Chloé shares an honest account of her journey of mental health throughout pregnancy and the early years of motherhood.
I guess I had pretty good mental health bar some phobia issues until I was almost 30. I had had a very short period of time off sick from work running up to my marriage but other than that I functioned well.
My first child was 2 when I had my first mental breakdown. I was lucky that I had family support and because of this childcare was organised and paid for and so I was able to shutdown and opt out of my life for a time. Eventually my son was awarded a full time nursery place because of my illness. After my breakdown I never went back to being a full time mum to him.
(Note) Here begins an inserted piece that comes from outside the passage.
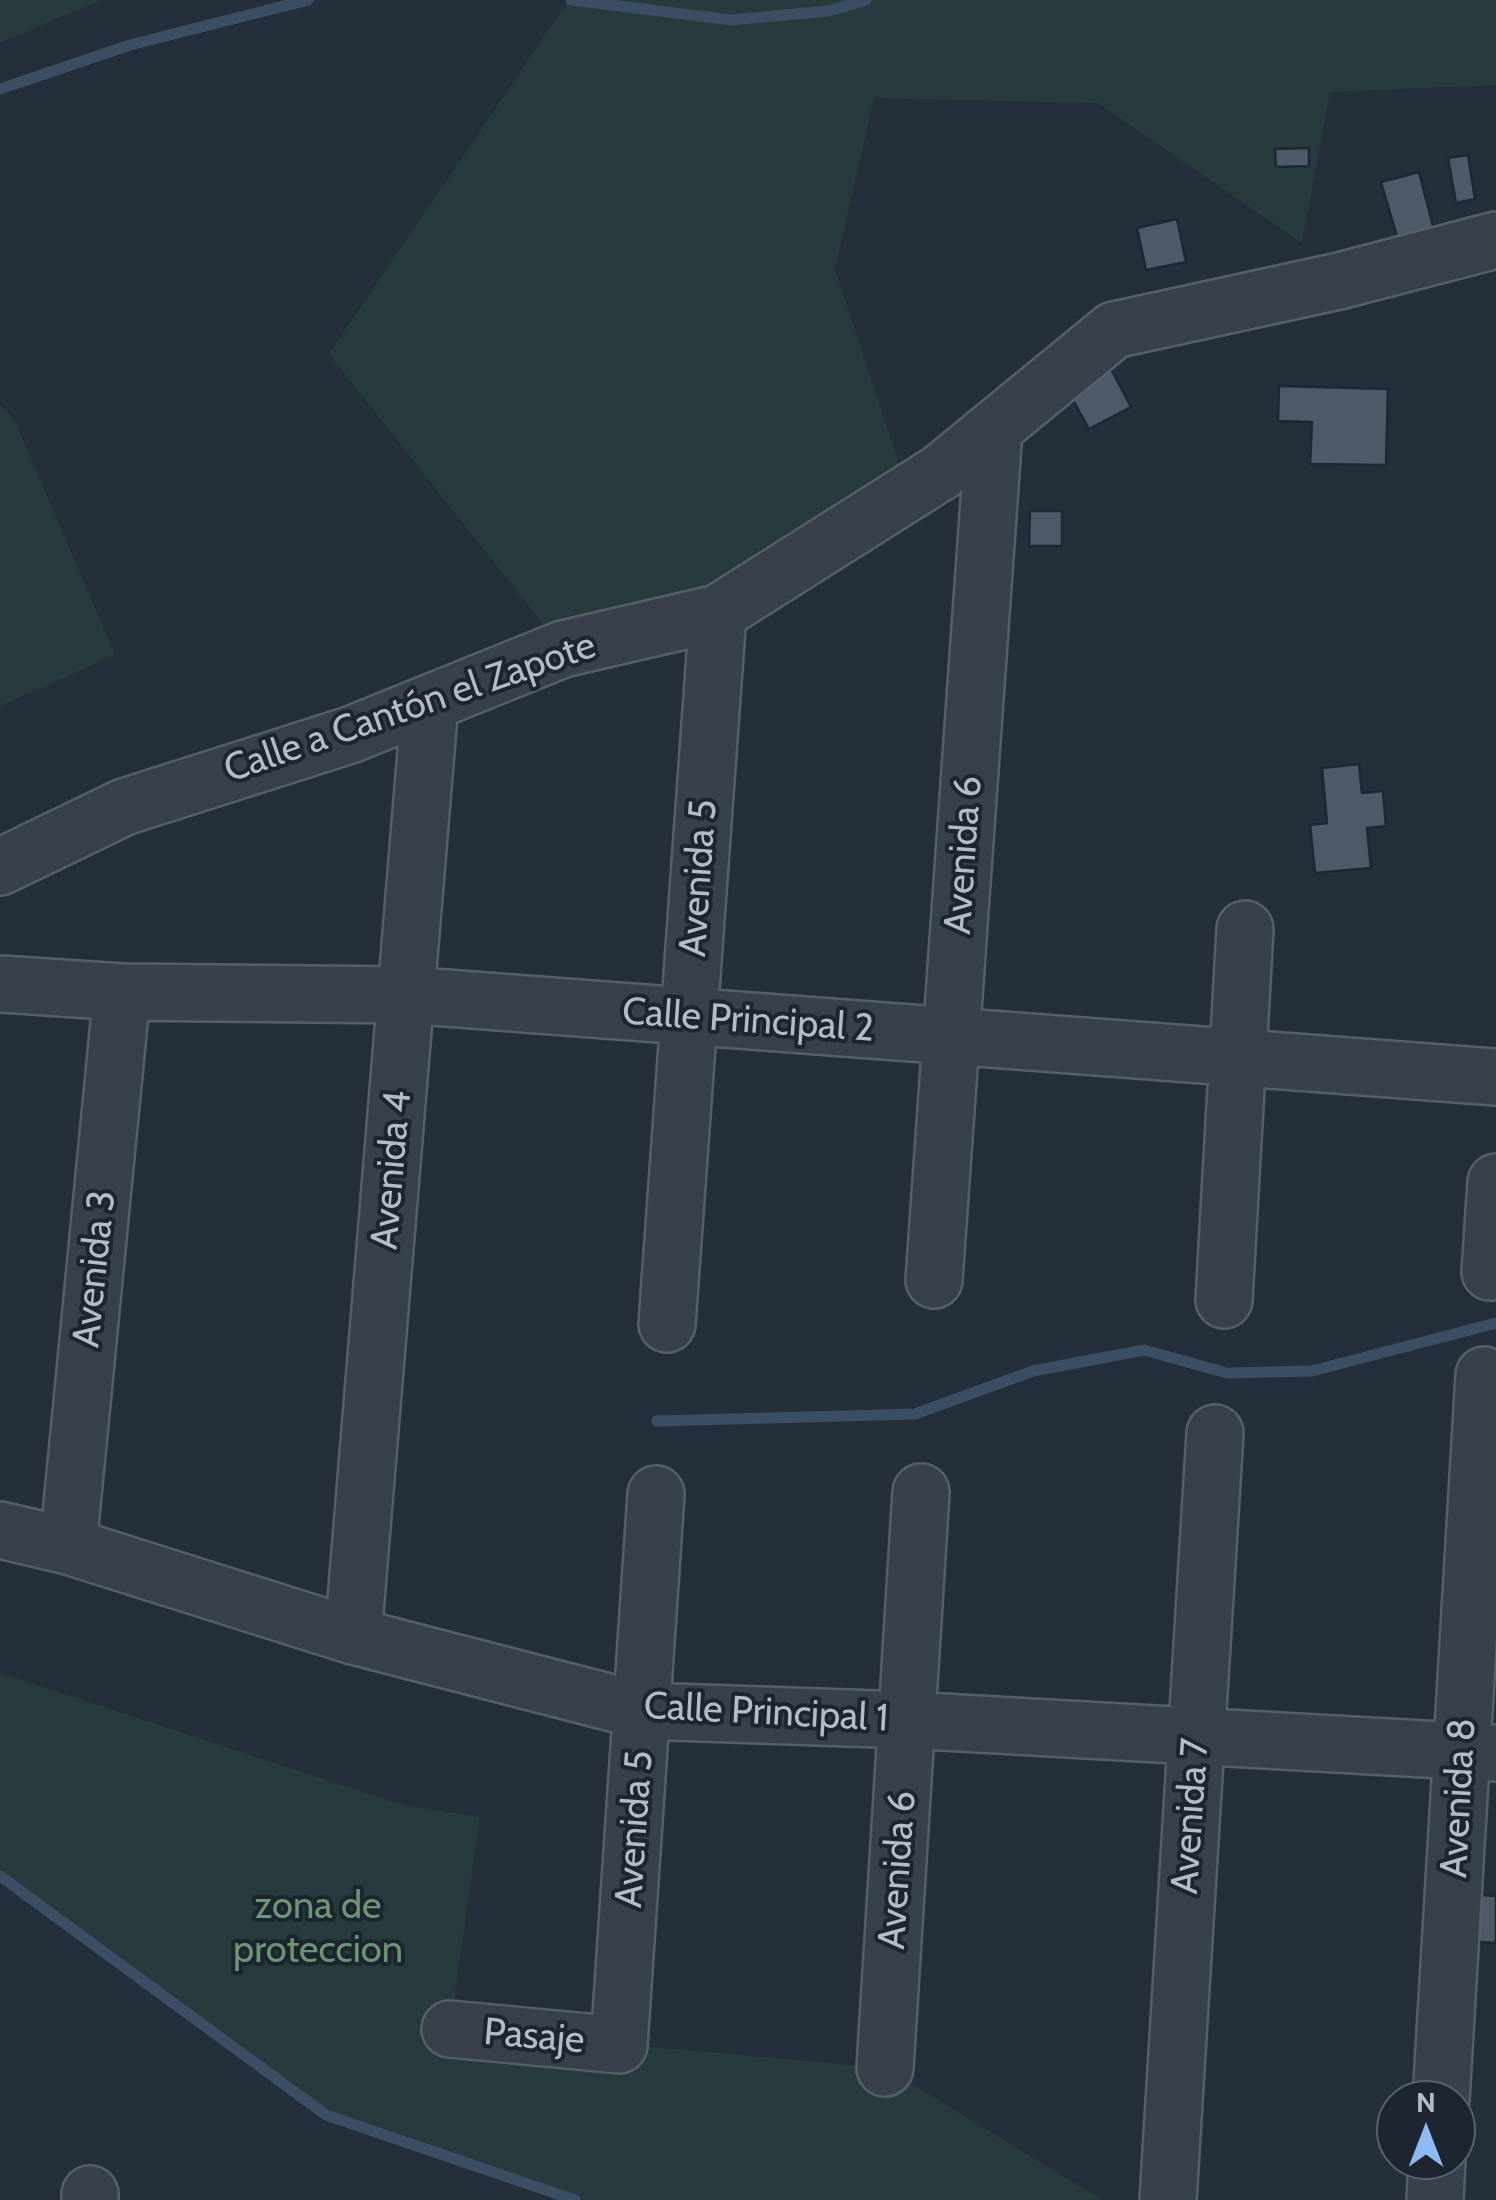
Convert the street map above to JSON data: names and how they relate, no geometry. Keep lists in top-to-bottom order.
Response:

Gradually I got well enough to feel ready to have another child (my first son was now 5 years old). I had a very anxious pregnancy filled with feelings of impending doom. I was certain that either myself or my new baby would die during the birth. The birth went well and I thought “now I can relax and do this,” however within a few hours my son was in special care with a serious infection. My mother’s first baby had died from this infection and I was told that even if babies survive, that 10% will be left with serious complications. I was also told that the illness can recur in the first 3 months of life.
My baby got well and I took him home. I was full of fear and spent weeks lying awake all night while he slept beside me.
At 6 weeks he was rushed into A&E at the children’s hospital with suspected meningitis. I had 3 harrowing nights in an isolation unit believing once again that I would lose my child. He got well.
I battled through anxiety and somehow managed to be a stay-at-home-mum as I wanted to be and it was a huge deal when youngest son started school alongside all the other children his age, like a normal child!
I started attending Changes Bristol groups after my son turned 3 and I was no longer allowed to attend mothers for mothers groups (which I discovered when my second son was 6 months old – they helped me hugely to cope with that time).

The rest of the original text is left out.